BERT models have a rich research history, ranging from their applications and their performances to implicit or explicit biases lying within these models. Datasets and models have been analysed on bias often: hate speech detection and racial bias mitigation in social media, investigation and mitigation of gender bias, mitigation of ethnic bias and so forth. Even in the Dutch language, gender bias in word embeddings has been researched and mitigated. However, there is a clear gap in research when it comes to Dutch and it standard varieties (Flemish, Surinamese, …) and whether any bias lies within BERT models when using a standard variety rather than actual Dutch. This is where this thesis tries to shrink this gap.
Dutch is a pluricentric language which means that it has multiple standard forms, including Flemish, Surinamese and the shared Dutch variant. This entails that there are significant differences between those variants in grammar, vocabulary and even culturally. There are certain words in specific variants that have no counterpart in the other varieties as they are purely culture based. Examples of such words include “Chiro”, a Belgian youth movement and “Koningsdag” which is the national holiday in the Netherlands. In the odd case, there are also words that exists in multiple varieties but have different meanings in those varieties. A prime example of such a word is the verb “lopen” which translates to running/walking in flemish and solely walking in dutch.
More formally, the goal of this thesis is to examine whether or not state-of-the-art language models exhibit a bias towards standard varieties of the Dutch language. More specifically, BERT models are researched and tested upon the Flemish and shared Dutch variant.
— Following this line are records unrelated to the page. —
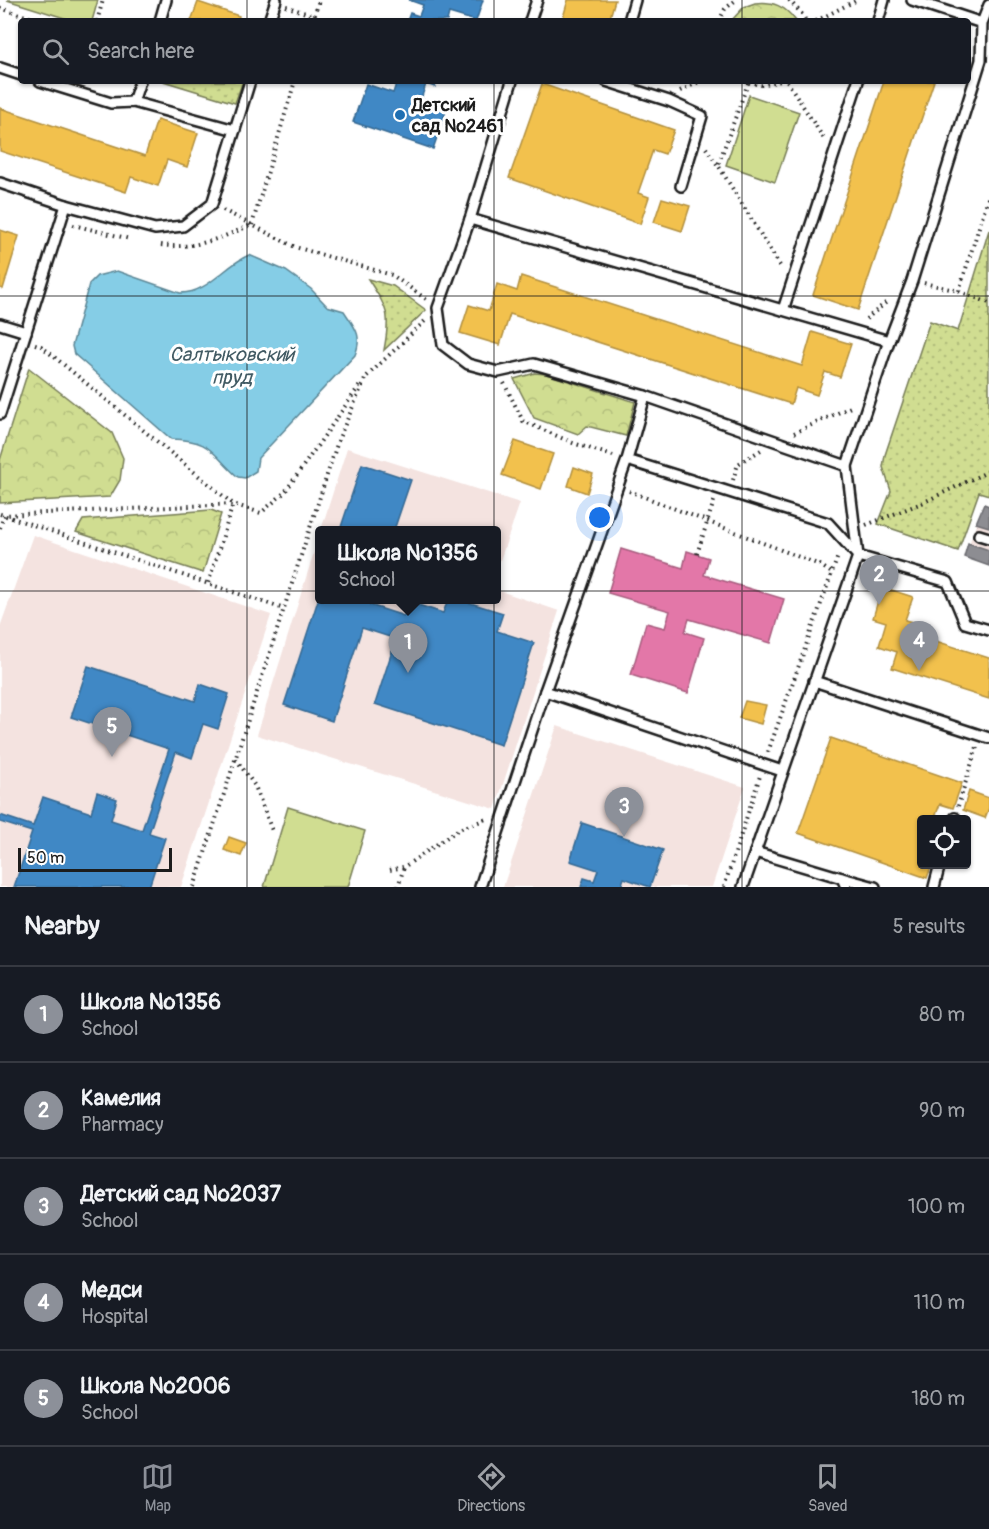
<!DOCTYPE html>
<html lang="en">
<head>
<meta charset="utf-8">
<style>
  :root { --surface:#171b24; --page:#20242c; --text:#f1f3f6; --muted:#9ea1a6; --line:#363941; --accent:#8c9099 }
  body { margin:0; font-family:Pangolin,sans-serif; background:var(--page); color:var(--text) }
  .controls { position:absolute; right:18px; bottom:18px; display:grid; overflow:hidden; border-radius:6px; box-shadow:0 2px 4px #0004 }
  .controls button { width:54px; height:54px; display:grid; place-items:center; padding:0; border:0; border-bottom:2px solid var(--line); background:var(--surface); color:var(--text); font:30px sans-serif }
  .scale { position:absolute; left:18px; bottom:15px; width:154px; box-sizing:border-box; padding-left:6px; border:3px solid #1c1c1c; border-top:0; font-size:16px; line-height:21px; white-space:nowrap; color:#1c1c1c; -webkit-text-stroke:4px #fff; paint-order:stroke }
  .you { position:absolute; left:600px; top:518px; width:21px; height:21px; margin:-15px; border:4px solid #fff; border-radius:50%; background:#1a73e8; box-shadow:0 0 0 9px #1a73e833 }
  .badge { display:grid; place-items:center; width:39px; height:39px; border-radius:50%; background:var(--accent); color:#fff; font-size:20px; font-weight:700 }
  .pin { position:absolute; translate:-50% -50px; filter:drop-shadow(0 2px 3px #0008) }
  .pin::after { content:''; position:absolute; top:32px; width:21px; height:18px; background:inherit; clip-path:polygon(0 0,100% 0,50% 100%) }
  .popup { position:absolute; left:315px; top:526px; width:186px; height:78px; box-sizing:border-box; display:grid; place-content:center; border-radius:6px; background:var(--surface); filter:drop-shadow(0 2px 4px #0005); font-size:20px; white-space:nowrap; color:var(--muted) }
  .popup b { font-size:22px; color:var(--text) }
  .popup::after { content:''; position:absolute; left:50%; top:100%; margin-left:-12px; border:12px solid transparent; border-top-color:var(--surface) }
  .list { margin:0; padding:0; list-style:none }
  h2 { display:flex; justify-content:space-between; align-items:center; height:78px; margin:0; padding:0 24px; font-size:26px }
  h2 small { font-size:20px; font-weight:400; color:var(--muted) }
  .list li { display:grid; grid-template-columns:39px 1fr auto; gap:18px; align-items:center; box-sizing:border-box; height:96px; padding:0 24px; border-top:2px solid var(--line) }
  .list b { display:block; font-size:22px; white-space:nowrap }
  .list p { margin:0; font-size:20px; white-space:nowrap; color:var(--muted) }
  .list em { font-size:20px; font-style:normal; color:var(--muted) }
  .icon { flex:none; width:33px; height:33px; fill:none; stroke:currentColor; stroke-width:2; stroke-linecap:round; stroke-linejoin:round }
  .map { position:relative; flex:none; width:989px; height:887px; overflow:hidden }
  .search { position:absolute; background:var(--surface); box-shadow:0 2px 4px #0004; left:18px; right:18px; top:18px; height:66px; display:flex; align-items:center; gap:15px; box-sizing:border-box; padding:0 21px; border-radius:6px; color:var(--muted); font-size:22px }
  .sheet { height:558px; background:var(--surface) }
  nav { display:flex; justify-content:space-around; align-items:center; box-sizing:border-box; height:84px; border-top:2px solid var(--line); background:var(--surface); font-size:16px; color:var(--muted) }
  nav a { display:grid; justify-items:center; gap:3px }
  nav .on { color:var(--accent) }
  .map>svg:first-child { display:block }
</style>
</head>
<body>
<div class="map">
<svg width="989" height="887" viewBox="0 0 989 887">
  <defs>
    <pattern id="grass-dots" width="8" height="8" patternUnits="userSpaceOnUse" patternTransform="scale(1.5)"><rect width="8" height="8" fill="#d0dd91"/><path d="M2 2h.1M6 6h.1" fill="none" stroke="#b2bd7c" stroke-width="1.8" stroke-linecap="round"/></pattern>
    <pattern id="park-crowns" width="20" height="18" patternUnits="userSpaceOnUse" patternTransform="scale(1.5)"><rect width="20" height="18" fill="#d0dd91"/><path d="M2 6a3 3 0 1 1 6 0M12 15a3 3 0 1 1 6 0" fill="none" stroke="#b2bd7c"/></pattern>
  </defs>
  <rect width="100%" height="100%" fill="#fff"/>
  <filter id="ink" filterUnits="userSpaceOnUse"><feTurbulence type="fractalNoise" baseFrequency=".0167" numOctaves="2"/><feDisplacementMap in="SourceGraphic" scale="12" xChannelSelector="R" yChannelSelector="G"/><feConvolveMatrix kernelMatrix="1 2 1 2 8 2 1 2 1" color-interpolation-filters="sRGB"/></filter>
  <g filter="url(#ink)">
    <!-- built -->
    <g fill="#f4e3e0">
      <path d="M347,448L520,503L497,569L496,530H321Z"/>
      <path d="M984,504L989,506V566L964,557Z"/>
      <path d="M33,535L271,615L181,887H0V627Z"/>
      <path d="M319,536L320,600H496L497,590L559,611L495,809L257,735Z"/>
      <path d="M557,726L745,787L712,887H503Z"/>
    </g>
    <!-- grass -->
    <g fill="url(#grass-dots)" stroke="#767c56" stroke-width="1.5">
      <path d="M163,81H243L235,103Z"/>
      <path d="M989,230V495L979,492L958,551L878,524L891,491L883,467L885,455L930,321L958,331Z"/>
      <path d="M368,279L393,286L426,310L384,350C391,313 388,310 368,279Z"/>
    </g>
    <!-- park -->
    <g fill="url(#park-crowns)" stroke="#767c56" stroke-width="1.5">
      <path d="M755,3C773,1 785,6 796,21H731L744,7Z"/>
      <path d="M29,368L112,433L123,458L120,480L110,497L0,503V460Z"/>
      <path d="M535,373L546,374L635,402L626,436L587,426L578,434L534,418L514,379Z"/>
      <path d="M211,510L221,514L203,573L76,532L83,520Z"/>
    </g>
    <!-- pitch -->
    <g fill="#d0dd91" stroke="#767c56" stroke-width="1.5">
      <path d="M7,0H98L92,21H74Z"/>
      <path d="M749,95L799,112L775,182L726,165Z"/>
      <path d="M288,807L365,831L348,887H264Z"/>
    </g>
    <!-- water -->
    <path fill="#85cde6" stroke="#5b8695" stroke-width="1.5" d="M249,255L286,271L311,289L327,306L344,311C355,328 363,335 355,355L258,458L256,471L245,478L238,477C210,452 212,440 171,439L82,361L74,354L72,346L89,284L97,276L117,271L180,293C207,294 225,265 249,255Z"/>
    <!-- homes -->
    <g fill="#f2c14e" stroke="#b2903f" stroke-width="1.5">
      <path d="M568,0H615L609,21H562Z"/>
      <path d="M198,2L239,16L238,21H191Z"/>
      <path d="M884,81H934L858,310L813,295Z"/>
      <path d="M542,84L674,130L665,154L653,150L638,193L649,197L640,224L509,178Z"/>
      <path d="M0,108L145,156L157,120L198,133L187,167L167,160L158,186L131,177L126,192L0,151Z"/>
      <path d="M662,198L690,206L682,231L654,222Z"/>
      <path d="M0,230L19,236L3,289L0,288Z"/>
      <path d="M521,276L802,366L812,332L851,344L840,377L825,372L817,395L796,388L791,404L510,314L500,345L460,333L469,305L489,311L497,284L517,291Z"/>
      <path d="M515,441L553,454L541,489L502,475Z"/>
      <path d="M574,467L593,474L587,493L568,486Z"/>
      <path d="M882,587L913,597L905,620L920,624L917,635L989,658V699L892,668L897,652L879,646L886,622L873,618Z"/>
      <path d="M745,701L766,705L761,724L739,718Z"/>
      <path d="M831,738L962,783L953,808L940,804L934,820H922V864H932L927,878L798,833Z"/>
      <path d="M969,791L989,798V808L985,818L963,810Z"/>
      <path d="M229,837L246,843L241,856L224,850Z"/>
    </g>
    <!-- schools -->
    <g fill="#3f88c5" stroke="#346892" stroke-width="1.5">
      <path d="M409,0H483L476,21L449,13L447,21H407L410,13L419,16L423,5Z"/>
      <path d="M397,81H437L435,87L426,84L421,99L447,108L433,149L353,122L366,84L393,93Z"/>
      <path d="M362,464L411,480L394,530H340Z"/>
      <path d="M320,594V600H372L370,605L404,616L409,602L443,613L448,600H461L503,613L497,631L534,643L501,745L375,704L396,639L362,628L332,721L284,705Z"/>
      <path d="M88,666L195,701L200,684L229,694L218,729L203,724L192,758L176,752L149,833L165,838L149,887H14L32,832L0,822V815L33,826L43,797L91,813L97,792L117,799L111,820L142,830L169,749L71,717Z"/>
      <path d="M582,823L663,850L650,887L624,878L621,887H581L584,878L594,881L598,870L570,861Z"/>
    </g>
    <!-- health -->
    <path fill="#e377a8" stroke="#a75c7e" stroke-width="1.5" d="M621,549L683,568L687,551L709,558L704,575L784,599L771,643L689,619L685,632L704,638L688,693L631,675L646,623L665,628L670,611L608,593Z"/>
    <!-- industry -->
    <g fill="#8d8d92" stroke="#6b6b6f" stroke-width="1.5">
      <path d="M984,504L989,506V527L976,523Z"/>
      <path d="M968,543L989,550V566L964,557Z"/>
    </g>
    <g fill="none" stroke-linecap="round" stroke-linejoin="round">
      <defs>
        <g id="lane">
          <path d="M912,0L982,23"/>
          <path d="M160,21L166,0"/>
          <path d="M269,21L276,0"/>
          <path d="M530,21L537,0"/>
          <path d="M629,21L635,0"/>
          <path d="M878,21L884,0"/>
          <path d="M0,68L21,75"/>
          <path d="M40,81L111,103L133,102L235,130"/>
          <path d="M512,81L470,219L438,308L443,345L468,364L498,372L534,364L645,396"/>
          <path d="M606,81L669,101L702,116L681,186"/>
          <path d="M133,102L140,81"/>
          <path d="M0,183L66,205L155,229L183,226L212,204L250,81"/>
          <path d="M470,219L889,341"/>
          <path d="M783,310L858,81"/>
          <path d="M0,324L26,332"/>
          <path d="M0,414L66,205"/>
          <path d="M627,460L828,523L858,556L948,582L965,623L989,630"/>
          <path d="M979,535L989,538"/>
          <path d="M814,681L989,738"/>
          <path d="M545,691L782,771"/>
          <path d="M954,820L955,818"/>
          <path d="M755,852L842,878L846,887"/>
          <path d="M842,878L875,887"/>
          <path d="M480,887L545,691L627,460L645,396L847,466"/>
          <path d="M743,887L858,556L847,466L889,341L912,281L981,60L982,23L989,5"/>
          <path d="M934,887L940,864"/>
        </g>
      </defs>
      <!-- lane casing -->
      <use href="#lane" stroke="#1c1c1c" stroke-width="14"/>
      <!-- path -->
      <g stroke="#1c1c1c" stroke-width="4" stroke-dasharray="1.5 4.5" stroke-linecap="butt">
        <path d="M789,0L802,14L806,21"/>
        <path d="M286,6L314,16"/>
        <path d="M0,8L42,21"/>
        <path d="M97,21L103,0"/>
        <path d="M313,21L319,0"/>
        <path d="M719,21L725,9L736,0"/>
        <path d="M816,21L857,0"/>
        <path d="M743,81L761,85L781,81"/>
        <path d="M787,81L824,139"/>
        <path d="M748,83L718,165L782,269"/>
        <path d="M680,91L701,81"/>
        <path d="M706,148L717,164"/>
        <path d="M223,210L295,247L392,275L426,299"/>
        <path d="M73,225L130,239"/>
        <path d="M252,225L295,81"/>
        <path d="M161,245C194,250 221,238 251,225"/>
        <path d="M924,283L959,291L989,303"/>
        <path d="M959,291L989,195"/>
        <path d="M866,319L888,301"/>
        <path d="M35,344L41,346L233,504L208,584"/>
        <path d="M504,383L523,421L573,443L613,456"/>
        <path d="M794,433L853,406"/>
        <path d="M733,480L738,464L761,450"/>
        <path d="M629,491L820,565L833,574"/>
        <path d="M0,514L284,609"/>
        <path d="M866,525L922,503L989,471"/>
        <path d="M0,528L4,515L233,504L261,513L285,492L360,385"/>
        <path d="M697,554L714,501"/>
        <path d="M768,752L838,556"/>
        <path d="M236,759L255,786L273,833"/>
        <path d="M958,806L977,747"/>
        <path d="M390,870L403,867"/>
        <path d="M194,887L339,438L366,377L425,321"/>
        <path d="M398,887L404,867L459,829L489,818"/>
        <path d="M724,887L760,776"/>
      </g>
      <!-- lane -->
      <use href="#lane" stroke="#fff" stroke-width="9"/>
    </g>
  </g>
  <!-- grid -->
  <path fill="none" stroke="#1c1c1c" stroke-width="1.5" stroke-opacity="0.55" d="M247,0V21M494,0V21M742,0V21M247,81V887M494,81V887M742,81V887M0,296H989M0,591H989"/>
  <!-- markers -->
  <circle fill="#1f6fb2" stroke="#fff" stroke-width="2" cx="400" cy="115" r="6"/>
  <g text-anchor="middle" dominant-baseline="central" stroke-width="6" stroke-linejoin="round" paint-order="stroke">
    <!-- poi labels -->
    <g font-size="18" font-weight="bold" fill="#1c1c1c" stroke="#fff" text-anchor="start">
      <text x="412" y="105">Детский<tspan x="412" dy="21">сад №2461</tspan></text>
    </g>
    <!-- water labels -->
    <g font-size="20" font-style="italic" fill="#415a63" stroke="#fff">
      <text x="232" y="354">Салтыковский<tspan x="232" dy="23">пруд</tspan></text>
    </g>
  </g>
</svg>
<div class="controls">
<button><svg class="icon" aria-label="locate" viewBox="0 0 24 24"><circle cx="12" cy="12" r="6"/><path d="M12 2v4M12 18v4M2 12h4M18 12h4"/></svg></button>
</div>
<div class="scale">50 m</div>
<div class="you"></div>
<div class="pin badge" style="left:408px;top:673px">1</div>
<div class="popup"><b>Школа №1356</b>School</div>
<div class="pin badge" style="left:879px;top:605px">2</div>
<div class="pin badge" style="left:624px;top:837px">3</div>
<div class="pin badge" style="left:919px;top:671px">4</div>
<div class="pin badge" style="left:112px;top:757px">5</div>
<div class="search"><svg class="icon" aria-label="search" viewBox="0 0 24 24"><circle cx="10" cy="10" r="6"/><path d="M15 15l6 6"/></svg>Search here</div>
</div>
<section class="sheet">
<h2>Nearby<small>5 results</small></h2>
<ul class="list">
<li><span class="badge">1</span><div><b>Школа №1356</b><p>School</p></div><em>80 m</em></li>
<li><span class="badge">2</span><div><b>Камелия</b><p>Pharmacy</p></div><em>90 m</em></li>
<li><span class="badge">3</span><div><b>Детский сад №2037</b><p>School</p></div><em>100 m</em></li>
<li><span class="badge">4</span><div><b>Медси</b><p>Hospital</p></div><em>110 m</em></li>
<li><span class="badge">5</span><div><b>Школа №2006</b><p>School</p></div><em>180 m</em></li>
</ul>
</section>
<nav>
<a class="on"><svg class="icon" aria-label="map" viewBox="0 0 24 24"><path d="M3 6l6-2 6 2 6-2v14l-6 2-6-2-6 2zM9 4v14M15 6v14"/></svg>Map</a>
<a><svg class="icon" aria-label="directions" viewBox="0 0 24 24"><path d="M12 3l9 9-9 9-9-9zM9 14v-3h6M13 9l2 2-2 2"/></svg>Directions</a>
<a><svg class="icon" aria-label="saved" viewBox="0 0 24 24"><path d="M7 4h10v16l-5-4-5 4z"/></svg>Saved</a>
</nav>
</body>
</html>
As a first step, we take a look at the contextualized word embeddings of different Dutch and Flemish words in multiple contexts. Then various metrics are calculated and it is checked whether these word embeddings have a linguistic bias. Secondly, masking and next sentence prediction are used to originally train the BERT model and thereby is it crucial to investigate whether or not these tasks induce a bias. BERT has no recollection of some flemish words and it is thus to be expected that when these are masked out, the results may lie far apart from the original meaning of the sentence. Expanding on this, the models are also tested on its results on the sentiment analysis task. As a last step, we try to find a way to mitigate this bias. The results of this thesis can be further used in reducing bias in language models for pluricentric languages and thus improving the quality and performance of BERT models in multiple languages.